EXERCISE INSTRUCTIONS>
Search the data below for the string "stream" and copy all lines where it shows up.

DATA SUPPLIED>
+--
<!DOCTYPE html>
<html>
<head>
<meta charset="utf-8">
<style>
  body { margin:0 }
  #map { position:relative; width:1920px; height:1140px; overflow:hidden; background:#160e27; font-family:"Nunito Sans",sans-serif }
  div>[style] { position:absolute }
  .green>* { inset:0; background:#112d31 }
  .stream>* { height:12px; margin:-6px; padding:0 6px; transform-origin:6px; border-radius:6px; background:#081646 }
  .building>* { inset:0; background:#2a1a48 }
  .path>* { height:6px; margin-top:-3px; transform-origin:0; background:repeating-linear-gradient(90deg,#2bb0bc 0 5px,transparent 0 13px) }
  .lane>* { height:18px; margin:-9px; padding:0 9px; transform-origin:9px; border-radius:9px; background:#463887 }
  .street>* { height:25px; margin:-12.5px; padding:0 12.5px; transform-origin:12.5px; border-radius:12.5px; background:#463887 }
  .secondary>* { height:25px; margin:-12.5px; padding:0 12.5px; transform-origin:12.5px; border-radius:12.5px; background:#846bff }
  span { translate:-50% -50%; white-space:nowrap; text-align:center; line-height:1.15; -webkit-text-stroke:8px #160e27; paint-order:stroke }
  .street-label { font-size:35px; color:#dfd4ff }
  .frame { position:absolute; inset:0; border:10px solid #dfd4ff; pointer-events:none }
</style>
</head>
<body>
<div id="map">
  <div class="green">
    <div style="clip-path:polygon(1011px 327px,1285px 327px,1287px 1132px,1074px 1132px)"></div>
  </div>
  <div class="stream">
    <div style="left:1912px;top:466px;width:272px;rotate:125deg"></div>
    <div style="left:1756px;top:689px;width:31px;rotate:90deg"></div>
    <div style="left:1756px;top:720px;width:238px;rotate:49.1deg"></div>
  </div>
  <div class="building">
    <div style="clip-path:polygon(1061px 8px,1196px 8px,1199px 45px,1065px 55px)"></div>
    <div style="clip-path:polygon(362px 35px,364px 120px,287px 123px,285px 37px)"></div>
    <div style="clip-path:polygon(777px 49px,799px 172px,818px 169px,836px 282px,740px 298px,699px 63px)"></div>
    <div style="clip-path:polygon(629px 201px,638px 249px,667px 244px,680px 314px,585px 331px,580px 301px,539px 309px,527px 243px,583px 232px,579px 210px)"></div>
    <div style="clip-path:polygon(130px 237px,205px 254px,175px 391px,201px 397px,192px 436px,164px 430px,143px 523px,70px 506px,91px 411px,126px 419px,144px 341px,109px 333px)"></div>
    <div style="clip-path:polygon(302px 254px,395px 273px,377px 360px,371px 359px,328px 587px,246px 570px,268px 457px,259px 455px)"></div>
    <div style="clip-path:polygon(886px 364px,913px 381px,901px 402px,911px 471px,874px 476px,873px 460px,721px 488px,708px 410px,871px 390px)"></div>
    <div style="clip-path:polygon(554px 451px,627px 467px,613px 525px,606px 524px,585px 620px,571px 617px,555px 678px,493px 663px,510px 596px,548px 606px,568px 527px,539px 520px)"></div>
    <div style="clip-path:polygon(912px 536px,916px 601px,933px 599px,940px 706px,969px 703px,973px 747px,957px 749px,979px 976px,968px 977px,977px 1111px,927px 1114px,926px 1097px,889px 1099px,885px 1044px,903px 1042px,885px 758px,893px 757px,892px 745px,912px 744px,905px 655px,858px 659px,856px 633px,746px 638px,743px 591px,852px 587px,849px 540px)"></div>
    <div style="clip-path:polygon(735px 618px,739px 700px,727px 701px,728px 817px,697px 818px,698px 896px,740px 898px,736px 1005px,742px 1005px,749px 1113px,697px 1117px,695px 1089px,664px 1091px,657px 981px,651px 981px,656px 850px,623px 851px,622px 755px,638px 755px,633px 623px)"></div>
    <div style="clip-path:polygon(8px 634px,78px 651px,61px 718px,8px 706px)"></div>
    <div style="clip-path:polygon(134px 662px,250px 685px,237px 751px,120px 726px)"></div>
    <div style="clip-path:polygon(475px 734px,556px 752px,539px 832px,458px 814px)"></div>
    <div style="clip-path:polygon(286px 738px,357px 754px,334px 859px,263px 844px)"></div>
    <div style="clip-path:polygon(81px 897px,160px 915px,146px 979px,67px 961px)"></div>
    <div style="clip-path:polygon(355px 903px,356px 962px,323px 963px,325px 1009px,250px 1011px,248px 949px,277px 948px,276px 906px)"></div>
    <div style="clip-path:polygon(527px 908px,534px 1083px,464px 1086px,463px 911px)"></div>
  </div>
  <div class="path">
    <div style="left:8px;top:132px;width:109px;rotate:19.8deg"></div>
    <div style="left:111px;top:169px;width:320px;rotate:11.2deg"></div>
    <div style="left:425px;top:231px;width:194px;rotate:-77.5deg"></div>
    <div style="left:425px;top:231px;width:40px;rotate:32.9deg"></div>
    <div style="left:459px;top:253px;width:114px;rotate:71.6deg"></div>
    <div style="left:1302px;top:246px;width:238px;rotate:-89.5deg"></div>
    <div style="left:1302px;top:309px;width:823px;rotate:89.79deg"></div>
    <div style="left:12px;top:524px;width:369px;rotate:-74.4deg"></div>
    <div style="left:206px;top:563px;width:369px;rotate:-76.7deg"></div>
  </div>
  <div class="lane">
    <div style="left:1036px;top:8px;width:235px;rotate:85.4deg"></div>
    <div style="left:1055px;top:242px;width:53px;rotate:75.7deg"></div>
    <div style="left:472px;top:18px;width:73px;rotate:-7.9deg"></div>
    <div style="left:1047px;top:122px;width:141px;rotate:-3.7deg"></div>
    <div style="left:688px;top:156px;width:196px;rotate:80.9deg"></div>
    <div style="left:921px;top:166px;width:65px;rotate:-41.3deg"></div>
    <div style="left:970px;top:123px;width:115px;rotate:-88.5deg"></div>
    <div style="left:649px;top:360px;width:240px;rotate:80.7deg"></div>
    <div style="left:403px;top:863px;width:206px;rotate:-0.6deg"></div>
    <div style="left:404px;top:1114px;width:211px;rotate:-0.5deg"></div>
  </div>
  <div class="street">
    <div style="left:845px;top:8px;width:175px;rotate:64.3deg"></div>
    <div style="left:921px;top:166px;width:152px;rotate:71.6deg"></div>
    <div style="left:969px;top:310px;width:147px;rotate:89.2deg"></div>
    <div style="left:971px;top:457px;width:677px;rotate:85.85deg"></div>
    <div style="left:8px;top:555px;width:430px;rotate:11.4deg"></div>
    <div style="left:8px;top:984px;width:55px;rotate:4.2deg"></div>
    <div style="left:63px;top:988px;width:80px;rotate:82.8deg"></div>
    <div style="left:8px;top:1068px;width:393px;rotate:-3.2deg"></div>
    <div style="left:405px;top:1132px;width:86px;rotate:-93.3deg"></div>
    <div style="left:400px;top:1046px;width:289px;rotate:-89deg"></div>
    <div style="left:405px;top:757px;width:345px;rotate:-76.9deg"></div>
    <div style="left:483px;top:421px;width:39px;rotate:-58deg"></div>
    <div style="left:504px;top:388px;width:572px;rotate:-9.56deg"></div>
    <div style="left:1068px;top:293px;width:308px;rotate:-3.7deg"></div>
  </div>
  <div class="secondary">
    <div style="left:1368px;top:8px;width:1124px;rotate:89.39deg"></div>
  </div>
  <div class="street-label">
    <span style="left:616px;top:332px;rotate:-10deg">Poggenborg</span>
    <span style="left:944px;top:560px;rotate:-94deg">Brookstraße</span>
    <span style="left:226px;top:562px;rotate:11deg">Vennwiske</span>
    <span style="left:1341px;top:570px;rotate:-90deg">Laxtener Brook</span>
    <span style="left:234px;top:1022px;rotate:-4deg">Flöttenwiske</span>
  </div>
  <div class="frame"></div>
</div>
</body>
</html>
+--
SOLUTION FOR THIS EXERCISE>
  .stream>* { height:12px; margin:-6px; padding:0 6px; transform-origin:6px; border-radius:6px; background:#081646 }
  <div class="stream">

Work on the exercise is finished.